Property Valuations Are an Important Tool for Lenders
Banks and other lenders use property valuations to determine whether they want to take a risk on lending money to you to buy the home. If you can’t pay the mortgage, the bank wants to know that it can sell the property to recoup their loss.
Use the Property Valuation to Negotiate a Fair Price
Because your home represents a significant investment of your time and money, you should consider hiring a home valuer to double-check to make sure your dream home doesn’t turn into a nightmare. Don’t let your emotions trick you into paying well over a home’s market value. Make sure it’s worth every penny you’ll pay.
Remember, just because a real estate agent tells you that the home is worth more doesn’t make it so. If the home valuation shows that the seller has overpriced the home, you can either re-negotiate or drop the contract and look elsewhere for a home.
Property Valuations Benefit Home Sellers, Too
If you plan to sell your home in the next few years, it might be a good idea to get a property valuation right now to give you a baseline idea of what your home is worth. Armed with all the details, you might want to increase your home’s value with targeted improvements.
First of all, look at the home values in your neighbourhood. If values are stable and look to stay that way, improvements can increase the return on your investment. Next, find ways you can add value to your home without straining your budget.
- Add area to your home: Adding more square metres to your home can bring in more money come sale time. Plan well, though. A design professional can help you select the best location for your addition to make it flow well with the rest of the home’s floor plan.
- Add usable space: Turn a basement or attic into a granny flat or a master bedroom. Carve out a little extra space for a second or third bathroom. Add closet space for more storage. If you don’t have a garage or carport and have room, build one.

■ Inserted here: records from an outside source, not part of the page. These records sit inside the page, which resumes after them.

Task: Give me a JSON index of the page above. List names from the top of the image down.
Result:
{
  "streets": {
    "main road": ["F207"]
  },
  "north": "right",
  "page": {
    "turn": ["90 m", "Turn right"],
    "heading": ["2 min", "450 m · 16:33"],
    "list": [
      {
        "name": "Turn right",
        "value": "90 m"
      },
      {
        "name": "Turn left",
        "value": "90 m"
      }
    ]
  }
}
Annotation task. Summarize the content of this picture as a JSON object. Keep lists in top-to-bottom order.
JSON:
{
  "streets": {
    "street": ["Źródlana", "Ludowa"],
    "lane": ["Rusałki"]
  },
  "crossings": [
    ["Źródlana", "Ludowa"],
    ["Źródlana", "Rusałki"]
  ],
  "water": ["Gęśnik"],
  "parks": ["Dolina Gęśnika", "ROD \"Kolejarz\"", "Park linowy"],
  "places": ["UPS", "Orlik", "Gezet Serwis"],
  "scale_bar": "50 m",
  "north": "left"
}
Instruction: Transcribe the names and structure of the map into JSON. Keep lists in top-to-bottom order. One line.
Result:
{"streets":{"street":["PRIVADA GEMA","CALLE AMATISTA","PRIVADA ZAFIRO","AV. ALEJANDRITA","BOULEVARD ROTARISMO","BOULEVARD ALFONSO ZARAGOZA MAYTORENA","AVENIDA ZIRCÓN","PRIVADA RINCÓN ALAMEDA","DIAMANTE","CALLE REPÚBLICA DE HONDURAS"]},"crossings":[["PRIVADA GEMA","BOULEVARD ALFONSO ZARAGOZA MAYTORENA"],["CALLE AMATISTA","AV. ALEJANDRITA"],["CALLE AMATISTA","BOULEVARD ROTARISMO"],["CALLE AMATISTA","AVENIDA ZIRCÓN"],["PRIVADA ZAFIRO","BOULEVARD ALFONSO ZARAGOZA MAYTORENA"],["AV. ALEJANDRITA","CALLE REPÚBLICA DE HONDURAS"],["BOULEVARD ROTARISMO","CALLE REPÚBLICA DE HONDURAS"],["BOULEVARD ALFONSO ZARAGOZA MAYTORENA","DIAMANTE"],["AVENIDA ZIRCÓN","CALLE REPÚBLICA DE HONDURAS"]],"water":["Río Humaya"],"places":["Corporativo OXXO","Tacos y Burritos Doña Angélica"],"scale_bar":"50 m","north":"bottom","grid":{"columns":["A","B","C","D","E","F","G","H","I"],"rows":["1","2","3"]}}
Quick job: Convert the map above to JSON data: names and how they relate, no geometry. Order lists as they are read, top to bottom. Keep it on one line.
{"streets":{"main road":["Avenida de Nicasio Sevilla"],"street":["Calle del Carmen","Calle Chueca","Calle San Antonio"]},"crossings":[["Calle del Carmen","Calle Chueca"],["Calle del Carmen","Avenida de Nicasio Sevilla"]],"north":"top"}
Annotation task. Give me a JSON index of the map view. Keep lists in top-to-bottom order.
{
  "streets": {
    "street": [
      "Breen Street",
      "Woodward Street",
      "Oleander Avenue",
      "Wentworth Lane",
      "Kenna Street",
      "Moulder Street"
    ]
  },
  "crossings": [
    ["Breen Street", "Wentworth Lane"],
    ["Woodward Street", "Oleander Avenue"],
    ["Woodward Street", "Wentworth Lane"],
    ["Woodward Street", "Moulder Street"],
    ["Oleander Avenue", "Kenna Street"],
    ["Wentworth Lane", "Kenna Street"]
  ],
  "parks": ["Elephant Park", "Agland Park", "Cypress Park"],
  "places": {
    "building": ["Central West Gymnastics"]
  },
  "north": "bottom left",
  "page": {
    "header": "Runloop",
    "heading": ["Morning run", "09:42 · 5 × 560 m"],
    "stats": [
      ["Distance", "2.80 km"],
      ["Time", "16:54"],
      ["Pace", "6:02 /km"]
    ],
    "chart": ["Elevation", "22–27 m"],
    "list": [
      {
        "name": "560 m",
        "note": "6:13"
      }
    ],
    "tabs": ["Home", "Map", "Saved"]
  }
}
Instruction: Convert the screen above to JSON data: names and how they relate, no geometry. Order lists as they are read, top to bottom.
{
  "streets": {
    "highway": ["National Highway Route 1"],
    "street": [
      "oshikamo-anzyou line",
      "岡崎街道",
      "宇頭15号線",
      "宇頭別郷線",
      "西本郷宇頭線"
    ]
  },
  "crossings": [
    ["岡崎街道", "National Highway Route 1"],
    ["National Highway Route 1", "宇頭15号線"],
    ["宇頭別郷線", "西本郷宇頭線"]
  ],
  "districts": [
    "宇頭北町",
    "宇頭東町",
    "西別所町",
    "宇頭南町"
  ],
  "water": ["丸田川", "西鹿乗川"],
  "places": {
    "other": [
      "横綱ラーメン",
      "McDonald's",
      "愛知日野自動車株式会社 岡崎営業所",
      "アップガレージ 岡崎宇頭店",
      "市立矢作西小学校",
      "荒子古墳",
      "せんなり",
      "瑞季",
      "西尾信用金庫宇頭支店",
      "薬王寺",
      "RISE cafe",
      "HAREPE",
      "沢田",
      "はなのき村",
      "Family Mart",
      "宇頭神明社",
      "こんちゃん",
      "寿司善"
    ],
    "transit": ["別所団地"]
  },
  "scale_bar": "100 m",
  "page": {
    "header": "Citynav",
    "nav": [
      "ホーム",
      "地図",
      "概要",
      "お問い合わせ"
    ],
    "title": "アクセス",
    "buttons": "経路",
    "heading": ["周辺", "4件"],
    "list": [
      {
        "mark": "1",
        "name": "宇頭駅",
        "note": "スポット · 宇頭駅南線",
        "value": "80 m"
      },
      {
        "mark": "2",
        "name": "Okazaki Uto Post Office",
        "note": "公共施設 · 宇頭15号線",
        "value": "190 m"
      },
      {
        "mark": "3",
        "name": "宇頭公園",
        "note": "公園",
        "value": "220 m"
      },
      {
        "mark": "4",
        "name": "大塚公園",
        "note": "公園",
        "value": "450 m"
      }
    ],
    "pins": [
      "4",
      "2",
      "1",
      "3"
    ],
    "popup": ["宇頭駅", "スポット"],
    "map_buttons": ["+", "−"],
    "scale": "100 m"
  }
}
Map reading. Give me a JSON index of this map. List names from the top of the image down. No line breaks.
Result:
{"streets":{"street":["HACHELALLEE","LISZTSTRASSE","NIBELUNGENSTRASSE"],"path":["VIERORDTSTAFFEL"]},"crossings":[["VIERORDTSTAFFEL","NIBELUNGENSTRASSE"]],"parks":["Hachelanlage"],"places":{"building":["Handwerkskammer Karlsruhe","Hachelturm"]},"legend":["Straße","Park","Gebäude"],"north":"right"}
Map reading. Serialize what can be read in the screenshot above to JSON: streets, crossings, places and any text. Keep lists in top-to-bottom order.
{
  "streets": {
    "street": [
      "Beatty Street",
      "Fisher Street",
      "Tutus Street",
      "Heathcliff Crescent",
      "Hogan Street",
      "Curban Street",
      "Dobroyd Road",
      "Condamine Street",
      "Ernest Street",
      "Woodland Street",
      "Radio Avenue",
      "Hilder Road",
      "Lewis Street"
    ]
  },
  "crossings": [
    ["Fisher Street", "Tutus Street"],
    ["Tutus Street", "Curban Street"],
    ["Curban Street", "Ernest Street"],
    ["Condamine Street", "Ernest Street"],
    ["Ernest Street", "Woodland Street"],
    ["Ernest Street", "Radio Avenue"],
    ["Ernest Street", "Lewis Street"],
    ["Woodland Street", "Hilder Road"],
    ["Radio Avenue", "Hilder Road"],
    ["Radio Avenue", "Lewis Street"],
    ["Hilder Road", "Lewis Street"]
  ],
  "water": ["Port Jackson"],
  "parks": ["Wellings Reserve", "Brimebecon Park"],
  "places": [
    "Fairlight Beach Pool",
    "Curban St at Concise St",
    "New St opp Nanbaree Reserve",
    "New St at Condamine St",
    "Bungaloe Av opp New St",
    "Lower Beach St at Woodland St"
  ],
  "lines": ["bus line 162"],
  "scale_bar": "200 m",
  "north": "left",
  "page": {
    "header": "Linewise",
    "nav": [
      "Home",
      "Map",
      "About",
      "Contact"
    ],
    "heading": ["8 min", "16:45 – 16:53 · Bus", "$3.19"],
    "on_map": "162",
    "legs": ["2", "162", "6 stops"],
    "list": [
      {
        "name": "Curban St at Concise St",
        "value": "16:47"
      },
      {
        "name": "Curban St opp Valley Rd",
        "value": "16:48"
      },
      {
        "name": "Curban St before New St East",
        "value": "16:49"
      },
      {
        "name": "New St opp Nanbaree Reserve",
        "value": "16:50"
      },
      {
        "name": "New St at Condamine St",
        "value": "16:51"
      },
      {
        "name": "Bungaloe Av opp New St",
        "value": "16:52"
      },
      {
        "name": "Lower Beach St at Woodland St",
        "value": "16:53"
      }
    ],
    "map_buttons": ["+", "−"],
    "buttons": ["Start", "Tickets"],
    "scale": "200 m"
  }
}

- Transform your floor plan for better flow: Walk through your home as if you were a property valuer or a potential buyer. Is the floor plan awkward? If so, consult a design pro to help you create a more logical flow through your home.
- Add street appeal: Add landscaping features to catch potential buyers’ eyes. Trim shrubs and trees so your property looks tidy as well as beautiful. Paint the doors and polish the doorknobs.
- Update the kitchen and the bathroom: As any real estate agent or property valuer will tell you, updates to these key rooms return more value for the money you invest. Keep the new fitouts in character with the home’s overall design for visual continuity throughout.
- Paint: When you get close to the time you want to list your home for sale, apply a fresh coat of paint to areas that have gotten shabby over the years. It’s inexpensive but can add tremendous value to your home.